** Provided data follows **
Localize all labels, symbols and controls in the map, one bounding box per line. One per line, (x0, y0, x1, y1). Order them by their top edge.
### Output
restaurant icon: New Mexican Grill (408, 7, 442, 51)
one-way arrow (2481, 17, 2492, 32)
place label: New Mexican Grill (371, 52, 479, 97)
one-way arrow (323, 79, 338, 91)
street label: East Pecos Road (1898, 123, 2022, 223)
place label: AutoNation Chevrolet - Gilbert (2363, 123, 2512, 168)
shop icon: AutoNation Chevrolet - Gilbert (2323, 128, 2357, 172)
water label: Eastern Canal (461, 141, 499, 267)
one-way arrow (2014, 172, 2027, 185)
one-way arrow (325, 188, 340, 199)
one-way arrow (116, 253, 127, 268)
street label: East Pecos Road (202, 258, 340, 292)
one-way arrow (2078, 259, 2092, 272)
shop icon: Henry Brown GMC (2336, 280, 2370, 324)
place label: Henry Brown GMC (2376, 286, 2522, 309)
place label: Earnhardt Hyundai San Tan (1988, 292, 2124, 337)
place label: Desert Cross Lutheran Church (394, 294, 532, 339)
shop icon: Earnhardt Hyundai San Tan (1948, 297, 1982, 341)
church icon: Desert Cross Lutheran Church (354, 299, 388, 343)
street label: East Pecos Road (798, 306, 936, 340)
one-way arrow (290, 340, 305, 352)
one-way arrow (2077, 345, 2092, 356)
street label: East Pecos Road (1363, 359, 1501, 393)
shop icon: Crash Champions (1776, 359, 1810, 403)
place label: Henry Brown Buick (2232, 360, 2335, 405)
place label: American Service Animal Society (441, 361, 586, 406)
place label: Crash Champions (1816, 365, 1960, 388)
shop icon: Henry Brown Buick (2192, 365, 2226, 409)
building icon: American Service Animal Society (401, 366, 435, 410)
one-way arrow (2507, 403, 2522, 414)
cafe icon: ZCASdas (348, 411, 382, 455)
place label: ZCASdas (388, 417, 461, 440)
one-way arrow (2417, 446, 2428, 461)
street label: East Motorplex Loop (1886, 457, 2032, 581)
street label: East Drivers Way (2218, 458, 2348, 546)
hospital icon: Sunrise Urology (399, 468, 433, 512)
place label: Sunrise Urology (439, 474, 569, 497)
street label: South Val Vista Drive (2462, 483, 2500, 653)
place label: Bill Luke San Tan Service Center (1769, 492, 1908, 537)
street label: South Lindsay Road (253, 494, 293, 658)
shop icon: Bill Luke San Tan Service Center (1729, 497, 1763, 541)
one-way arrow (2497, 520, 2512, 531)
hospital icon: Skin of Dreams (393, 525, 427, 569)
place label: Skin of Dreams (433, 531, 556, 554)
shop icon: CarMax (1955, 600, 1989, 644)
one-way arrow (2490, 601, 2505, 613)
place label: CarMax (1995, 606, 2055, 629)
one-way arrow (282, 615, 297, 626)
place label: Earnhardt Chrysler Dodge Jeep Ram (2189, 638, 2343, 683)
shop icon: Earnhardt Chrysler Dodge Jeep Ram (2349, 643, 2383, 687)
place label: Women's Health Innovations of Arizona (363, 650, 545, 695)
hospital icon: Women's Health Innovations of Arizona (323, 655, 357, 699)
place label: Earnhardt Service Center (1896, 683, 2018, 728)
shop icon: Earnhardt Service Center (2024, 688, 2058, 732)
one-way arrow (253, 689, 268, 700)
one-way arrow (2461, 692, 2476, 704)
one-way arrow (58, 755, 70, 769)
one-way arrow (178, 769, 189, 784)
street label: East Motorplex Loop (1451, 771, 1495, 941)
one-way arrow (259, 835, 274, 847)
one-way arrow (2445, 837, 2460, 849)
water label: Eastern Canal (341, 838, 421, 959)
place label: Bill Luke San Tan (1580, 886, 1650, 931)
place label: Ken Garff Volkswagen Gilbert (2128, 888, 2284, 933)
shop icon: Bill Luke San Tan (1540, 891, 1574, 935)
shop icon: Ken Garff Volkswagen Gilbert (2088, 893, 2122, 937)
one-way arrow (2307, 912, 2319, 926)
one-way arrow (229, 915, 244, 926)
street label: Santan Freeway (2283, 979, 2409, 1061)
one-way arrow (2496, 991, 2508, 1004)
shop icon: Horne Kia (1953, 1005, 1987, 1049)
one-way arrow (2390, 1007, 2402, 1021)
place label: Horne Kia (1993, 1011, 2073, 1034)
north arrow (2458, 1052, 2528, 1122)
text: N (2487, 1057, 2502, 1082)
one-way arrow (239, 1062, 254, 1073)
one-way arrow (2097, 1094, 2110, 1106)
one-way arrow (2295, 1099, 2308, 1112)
** End of Provided data **
● **What is needed**: Word for word, give the whole listing again.

● **Solution to the problem**:
Localize all labels, symbols and controls in the map, one bounding box per line. One per line, (x0, y0, x1, y1). Order them by their top edge.
### Output
restaurant icon: New Mexican Grill (408, 7, 442, 51)
one-way arrow (2481, 17, 2492, 32)
place label: New Mexican Grill (371, 52, 479, 97)
one-way arrow (323, 79, 338, 91)
street label: East Pecos Road (1898, 123, 2022, 223)
place label: AutoNation Chevrolet - Gilbert (2363, 123, 2512, 168)
shop icon: AutoNation Chevrolet - Gilbert (2323, 128, 2357, 172)
water label: Eastern Canal (461, 141, 499, 267)
one-way arrow (2014, 172, 2027, 185)
one-way arrow (325, 188, 340, 199)
one-way arrow (116, 253, 127, 268)
street label: East Pecos Road (202, 258, 340, 292)
one-way arrow (2078, 259, 2092, 272)
shop icon: Henry Brown GMC (2336, 280, 2370, 324)
place label: Henry Brown GMC (2376, 286, 2522, 309)
place label: Earnhardt Hyundai San Tan (1988, 292, 2124, 337)
place label: Desert Cross Lutheran Church (394, 294, 532, 339)
shop icon: Earnhardt Hyundai San Tan (1948, 297, 1982, 341)
church icon: Desert Cross Lutheran Church (354, 299, 388, 343)
street label: East Pecos Road (798, 306, 936, 340)
one-way arrow (290, 340, 305, 352)
one-way arrow (2077, 345, 2092, 356)
street label: East Pecos Road (1363, 359, 1501, 393)
shop icon: Crash Champions (1776, 359, 1810, 403)
place label: Henry Brown Buick (2232, 360, 2335, 405)
place label: American Service Animal Society (441, 361, 586, 406)
place label: Crash Champions (1816, 365, 1960, 388)
shop icon: Henry Brown Buick (2192, 365, 2226, 409)
building icon: American Service Animal Society (401, 366, 435, 410)
one-way arrow (2507, 403, 2522, 414)
cafe icon: ZCASdas (348, 411, 382, 455)
place label: ZCASdas (388, 417, 461, 440)
one-way arrow (2417, 446, 2428, 461)
street label: East Motorplex Loop (1886, 457, 2032, 581)
street label: East Drivers Way (2218, 458, 2348, 546)
hospital icon: Sunrise Urology (399, 468, 433, 512)
place label: Sunrise Urology (439, 474, 569, 497)
street label: South Val Vista Drive (2462, 483, 2500, 653)
place label: Bill Luke San Tan Service Center (1769, 492, 1908, 537)
street label: South Lindsay Road (253, 494, 293, 658)
shop icon: Bill Luke San Tan Service Center (1729, 497, 1763, 541)
one-way arrow (2497, 520, 2512, 531)
hospital icon: Skin of Dreams (393, 525, 427, 569)
place label: Skin of Dreams (433, 531, 556, 554)
shop icon: CarMax (1955, 600, 1989, 644)
one-way arrow (2490, 601, 2505, 613)
place label: CarMax (1995, 606, 2055, 629)
one-way arrow (282, 615, 297, 626)
place label: Earnhardt Chrysler Dodge Jeep Ram (2189, 638, 2343, 683)
shop icon: Earnhardt Chrysler Dodge Jeep Ram (2349, 643, 2383, 687)
place label: Women's Health Innovations of Arizona (363, 650, 545, 695)
hospital icon: Women's Health Innovations of Arizona (323, 655, 357, 699)
place label: Earnhardt Service Center (1896, 683, 2018, 728)
shop icon: Earnhardt Service Center (2024, 688, 2058, 732)
one-way arrow (253, 689, 268, 700)
one-way arrow (2461, 692, 2476, 704)
one-way arrow (58, 755, 70, 769)
one-way arrow (178, 769, 189, 784)
street label: East Motorplex Loop (1451, 771, 1495, 941)
one-way arrow (259, 835, 274, 847)
one-way arrow (2445, 837, 2460, 849)
water label: Eastern Canal (341, 838, 421, 959)
place label: Bill Luke San Tan (1580, 886, 1650, 931)
place label: Ken Garff Volkswagen Gilbert (2128, 888, 2284, 933)
shop icon: Bill Luke San Tan (1540, 891, 1574, 935)
shop icon: Ken Garff Volkswagen Gilbert (2088, 893, 2122, 937)
one-way arrow (2307, 912, 2319, 926)
one-way arrow (229, 915, 244, 926)
street label: Santan Freeway (2283, 979, 2409, 1061)
one-way arrow (2496, 991, 2508, 1004)
shop icon: Horne Kia (1953, 1005, 1987, 1049)
one-way arrow (2390, 1007, 2402, 1021)
place label: Horne Kia (1993, 1011, 2073, 1034)
north arrow (2458, 1052, 2528, 1122)
text: N (2487, 1057, 2502, 1082)
one-way arrow (239, 1062, 254, 1073)
one-way arrow (2097, 1094, 2110, 1106)
one-way arrow (2295, 1099, 2308, 1112)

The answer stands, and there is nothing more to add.